Макс и Линда проводили время у стола телекинеза. Дирк и Робин выбрали для себя рубку управления, где они в течение последней недели все чаще уединялись вдвоем. Фран, удобно устроившись в кресле, небрежно перелистывала какую-то толстую книгу, Ортега, как всегда в свободное время, перебирал и переставлял что-то, находясь за стойкой бара. Все было как всегда в эти последние дни их путешествия.

Все, казалось, жили в атмосфере усиливающегося нетерпения, будто в воздухе витало ощущение, предчувствие. Они чувствовали себя подобно клиенту, находящемуся в приемной врача. Ритм жизни Группы, да и сами взаимоотношения в ней, заметно изменились за последнее время. Палмеру было достаточно трудно различить индивидуальные особенности в изменении поведения каждого из солариан, он мог ухватить только общее впечатление, складывающееся из десятка нюансов. В итоге получилось, что Макс и Линда все больше времени проводили в немых беседах друг с другом и не обращали внимания ни на кого вокруг; Робин и Линго стали все чаще прятаться от окружающих и чем дальше, тем дольше становилось их отсутствие; Фран пыталась загрузить себя чтением книг; Ортега чаще слонялся по всему кораблю, вспугивая в укромных уголках уединившихся, не зная, к чему приложить руки.

Однако солариане оставались все так же близки друг другу, как и раньше. Их Группу никоим образом нельзя было считать распавшейся, хотя внешние проявления в поведении каждого из них могли бы вызвать подобную мысль.

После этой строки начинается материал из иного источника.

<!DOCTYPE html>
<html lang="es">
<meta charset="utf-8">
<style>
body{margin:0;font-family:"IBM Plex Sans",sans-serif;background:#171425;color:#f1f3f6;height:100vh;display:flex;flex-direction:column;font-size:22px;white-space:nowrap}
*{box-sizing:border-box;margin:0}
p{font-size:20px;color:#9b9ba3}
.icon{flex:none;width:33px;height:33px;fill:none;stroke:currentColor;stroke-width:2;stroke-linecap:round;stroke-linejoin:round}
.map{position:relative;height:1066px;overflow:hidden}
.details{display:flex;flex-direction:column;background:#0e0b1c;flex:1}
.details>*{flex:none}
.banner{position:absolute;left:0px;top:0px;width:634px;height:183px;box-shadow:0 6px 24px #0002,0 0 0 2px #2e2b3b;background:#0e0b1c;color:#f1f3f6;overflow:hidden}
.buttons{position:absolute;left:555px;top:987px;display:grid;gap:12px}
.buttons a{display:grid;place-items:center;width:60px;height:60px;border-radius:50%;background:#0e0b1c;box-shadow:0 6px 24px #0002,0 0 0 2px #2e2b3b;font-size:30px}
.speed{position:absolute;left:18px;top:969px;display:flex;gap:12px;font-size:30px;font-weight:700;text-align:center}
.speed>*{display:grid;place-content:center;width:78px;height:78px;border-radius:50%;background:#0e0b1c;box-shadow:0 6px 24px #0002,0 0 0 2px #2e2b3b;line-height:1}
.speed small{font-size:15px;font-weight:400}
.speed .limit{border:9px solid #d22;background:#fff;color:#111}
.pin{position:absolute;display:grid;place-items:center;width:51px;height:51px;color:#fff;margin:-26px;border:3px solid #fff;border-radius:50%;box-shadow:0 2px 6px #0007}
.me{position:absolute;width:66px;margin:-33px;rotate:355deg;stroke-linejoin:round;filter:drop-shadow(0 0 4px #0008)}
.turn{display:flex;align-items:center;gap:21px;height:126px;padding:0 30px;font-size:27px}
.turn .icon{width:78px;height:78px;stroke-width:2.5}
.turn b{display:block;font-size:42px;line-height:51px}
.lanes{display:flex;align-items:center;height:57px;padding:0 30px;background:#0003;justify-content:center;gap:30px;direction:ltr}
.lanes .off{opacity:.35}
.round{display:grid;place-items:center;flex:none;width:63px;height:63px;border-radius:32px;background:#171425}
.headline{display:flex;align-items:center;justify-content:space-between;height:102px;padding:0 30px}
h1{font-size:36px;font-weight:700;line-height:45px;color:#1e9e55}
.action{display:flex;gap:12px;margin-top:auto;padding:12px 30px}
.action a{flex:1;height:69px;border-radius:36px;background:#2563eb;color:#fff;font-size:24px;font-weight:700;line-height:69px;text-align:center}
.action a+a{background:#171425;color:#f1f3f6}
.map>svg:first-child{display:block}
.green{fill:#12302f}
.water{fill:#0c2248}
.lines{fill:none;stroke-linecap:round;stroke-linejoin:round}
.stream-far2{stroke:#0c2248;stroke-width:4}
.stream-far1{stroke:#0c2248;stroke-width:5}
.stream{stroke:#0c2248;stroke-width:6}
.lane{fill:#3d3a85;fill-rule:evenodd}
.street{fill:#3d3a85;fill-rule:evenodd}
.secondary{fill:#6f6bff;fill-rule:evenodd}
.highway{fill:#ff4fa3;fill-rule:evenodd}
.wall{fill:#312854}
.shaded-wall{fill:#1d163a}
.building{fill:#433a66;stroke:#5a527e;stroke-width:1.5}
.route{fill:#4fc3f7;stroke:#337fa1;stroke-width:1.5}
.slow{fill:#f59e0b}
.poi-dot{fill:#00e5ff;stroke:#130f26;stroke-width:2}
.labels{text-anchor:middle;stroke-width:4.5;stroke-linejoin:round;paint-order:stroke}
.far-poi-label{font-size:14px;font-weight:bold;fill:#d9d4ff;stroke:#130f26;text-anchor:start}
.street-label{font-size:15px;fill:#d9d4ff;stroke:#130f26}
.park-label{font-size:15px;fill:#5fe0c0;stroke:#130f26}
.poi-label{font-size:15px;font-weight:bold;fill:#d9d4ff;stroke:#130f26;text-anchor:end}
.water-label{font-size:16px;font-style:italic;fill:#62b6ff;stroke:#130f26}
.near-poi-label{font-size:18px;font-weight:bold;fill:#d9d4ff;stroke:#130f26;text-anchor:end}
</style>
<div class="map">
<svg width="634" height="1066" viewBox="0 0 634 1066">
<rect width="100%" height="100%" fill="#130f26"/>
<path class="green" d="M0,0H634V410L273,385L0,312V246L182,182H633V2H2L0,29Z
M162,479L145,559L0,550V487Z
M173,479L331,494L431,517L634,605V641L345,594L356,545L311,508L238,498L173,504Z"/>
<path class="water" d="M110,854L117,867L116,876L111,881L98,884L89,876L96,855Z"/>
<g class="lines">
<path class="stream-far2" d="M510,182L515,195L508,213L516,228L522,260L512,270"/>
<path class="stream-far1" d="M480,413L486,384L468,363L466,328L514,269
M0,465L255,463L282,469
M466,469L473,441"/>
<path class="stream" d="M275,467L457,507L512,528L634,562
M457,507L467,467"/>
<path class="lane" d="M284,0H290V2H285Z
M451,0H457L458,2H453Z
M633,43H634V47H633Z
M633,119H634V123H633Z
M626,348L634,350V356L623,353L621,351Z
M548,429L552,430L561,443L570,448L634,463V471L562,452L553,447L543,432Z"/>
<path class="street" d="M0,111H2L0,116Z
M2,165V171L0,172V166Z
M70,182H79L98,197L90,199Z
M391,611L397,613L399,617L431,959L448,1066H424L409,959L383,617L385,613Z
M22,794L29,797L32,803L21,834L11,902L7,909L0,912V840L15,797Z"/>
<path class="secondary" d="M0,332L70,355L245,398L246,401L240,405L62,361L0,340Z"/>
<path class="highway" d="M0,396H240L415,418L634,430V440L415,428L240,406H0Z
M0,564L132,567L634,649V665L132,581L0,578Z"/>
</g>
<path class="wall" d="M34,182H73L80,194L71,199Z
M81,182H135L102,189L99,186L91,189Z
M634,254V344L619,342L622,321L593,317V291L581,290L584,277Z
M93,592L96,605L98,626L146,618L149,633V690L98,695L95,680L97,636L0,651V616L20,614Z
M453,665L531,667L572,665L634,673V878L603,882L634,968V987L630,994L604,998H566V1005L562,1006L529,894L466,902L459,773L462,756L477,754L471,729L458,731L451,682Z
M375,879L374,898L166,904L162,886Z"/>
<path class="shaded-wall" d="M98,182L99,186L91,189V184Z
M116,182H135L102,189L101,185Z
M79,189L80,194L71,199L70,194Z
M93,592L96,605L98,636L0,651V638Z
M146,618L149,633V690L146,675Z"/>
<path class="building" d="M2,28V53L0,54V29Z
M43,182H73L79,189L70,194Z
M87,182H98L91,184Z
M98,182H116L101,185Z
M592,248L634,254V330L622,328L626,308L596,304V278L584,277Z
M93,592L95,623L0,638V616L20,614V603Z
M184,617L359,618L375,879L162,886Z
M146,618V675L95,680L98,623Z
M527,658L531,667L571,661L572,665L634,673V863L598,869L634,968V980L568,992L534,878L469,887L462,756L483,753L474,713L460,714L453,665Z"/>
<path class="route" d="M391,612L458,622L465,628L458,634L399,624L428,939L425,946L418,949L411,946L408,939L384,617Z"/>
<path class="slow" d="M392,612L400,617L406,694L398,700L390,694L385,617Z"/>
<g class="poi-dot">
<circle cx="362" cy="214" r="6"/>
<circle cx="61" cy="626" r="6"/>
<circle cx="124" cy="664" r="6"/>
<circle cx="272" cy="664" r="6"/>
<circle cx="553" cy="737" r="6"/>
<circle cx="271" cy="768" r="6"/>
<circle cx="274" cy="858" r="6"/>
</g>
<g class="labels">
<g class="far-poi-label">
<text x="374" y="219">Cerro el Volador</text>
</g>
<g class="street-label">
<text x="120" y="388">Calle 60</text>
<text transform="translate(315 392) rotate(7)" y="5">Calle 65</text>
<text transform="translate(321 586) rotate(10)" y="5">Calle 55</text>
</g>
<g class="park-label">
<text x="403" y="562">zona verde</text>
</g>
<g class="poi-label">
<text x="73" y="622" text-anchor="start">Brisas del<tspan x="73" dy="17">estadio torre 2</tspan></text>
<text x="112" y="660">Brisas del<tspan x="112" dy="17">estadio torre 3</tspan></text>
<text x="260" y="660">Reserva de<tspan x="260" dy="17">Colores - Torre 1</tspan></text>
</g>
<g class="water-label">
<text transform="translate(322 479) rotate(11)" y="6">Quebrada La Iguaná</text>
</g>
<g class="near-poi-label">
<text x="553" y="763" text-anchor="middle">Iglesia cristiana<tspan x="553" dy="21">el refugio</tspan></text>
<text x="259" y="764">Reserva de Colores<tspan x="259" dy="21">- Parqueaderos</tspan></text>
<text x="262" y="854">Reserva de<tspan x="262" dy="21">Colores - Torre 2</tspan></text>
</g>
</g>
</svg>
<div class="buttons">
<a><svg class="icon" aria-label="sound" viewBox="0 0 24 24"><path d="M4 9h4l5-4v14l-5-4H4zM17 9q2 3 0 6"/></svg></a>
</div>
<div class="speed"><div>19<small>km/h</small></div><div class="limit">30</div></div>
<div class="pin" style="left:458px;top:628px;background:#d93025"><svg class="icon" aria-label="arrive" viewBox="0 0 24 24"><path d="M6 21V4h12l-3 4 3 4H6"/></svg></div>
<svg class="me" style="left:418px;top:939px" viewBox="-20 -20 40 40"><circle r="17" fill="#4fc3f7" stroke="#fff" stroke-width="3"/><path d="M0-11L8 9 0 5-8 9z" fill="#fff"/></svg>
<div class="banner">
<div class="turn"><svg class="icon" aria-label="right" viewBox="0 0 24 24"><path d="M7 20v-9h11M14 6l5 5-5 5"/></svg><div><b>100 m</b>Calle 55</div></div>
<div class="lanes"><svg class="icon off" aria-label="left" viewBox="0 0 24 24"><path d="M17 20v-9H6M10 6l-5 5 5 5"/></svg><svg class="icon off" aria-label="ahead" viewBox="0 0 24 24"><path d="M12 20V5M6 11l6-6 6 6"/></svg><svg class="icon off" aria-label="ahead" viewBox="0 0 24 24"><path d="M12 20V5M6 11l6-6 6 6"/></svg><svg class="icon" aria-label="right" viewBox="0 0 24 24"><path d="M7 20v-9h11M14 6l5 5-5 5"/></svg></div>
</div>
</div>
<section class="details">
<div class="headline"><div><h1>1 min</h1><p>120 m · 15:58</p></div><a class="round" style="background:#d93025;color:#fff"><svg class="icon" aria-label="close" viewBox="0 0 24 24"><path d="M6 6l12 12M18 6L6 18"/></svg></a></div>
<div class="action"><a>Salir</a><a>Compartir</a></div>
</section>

Джей всей кожей чувствовал это, но не знал, как и чем объяснить происходящее. Может быть, отношения в Группе изменились оттого, что изменились их личные психические и психологические потребности в результате всех перенесенных потрясений? Этого он не знал, но чувствовал, что общий дух единства Группы, дух поддержки, ощущение родного очага остались. Но теперь это был, скорее, дух не молодой жизнерадостной семьи, а пожилой, умудренной опытом жизни, пары, для которой помолчать вдвоем было гораздо важнее и нужнее, чем бесконечное сотрясание воздуха словами.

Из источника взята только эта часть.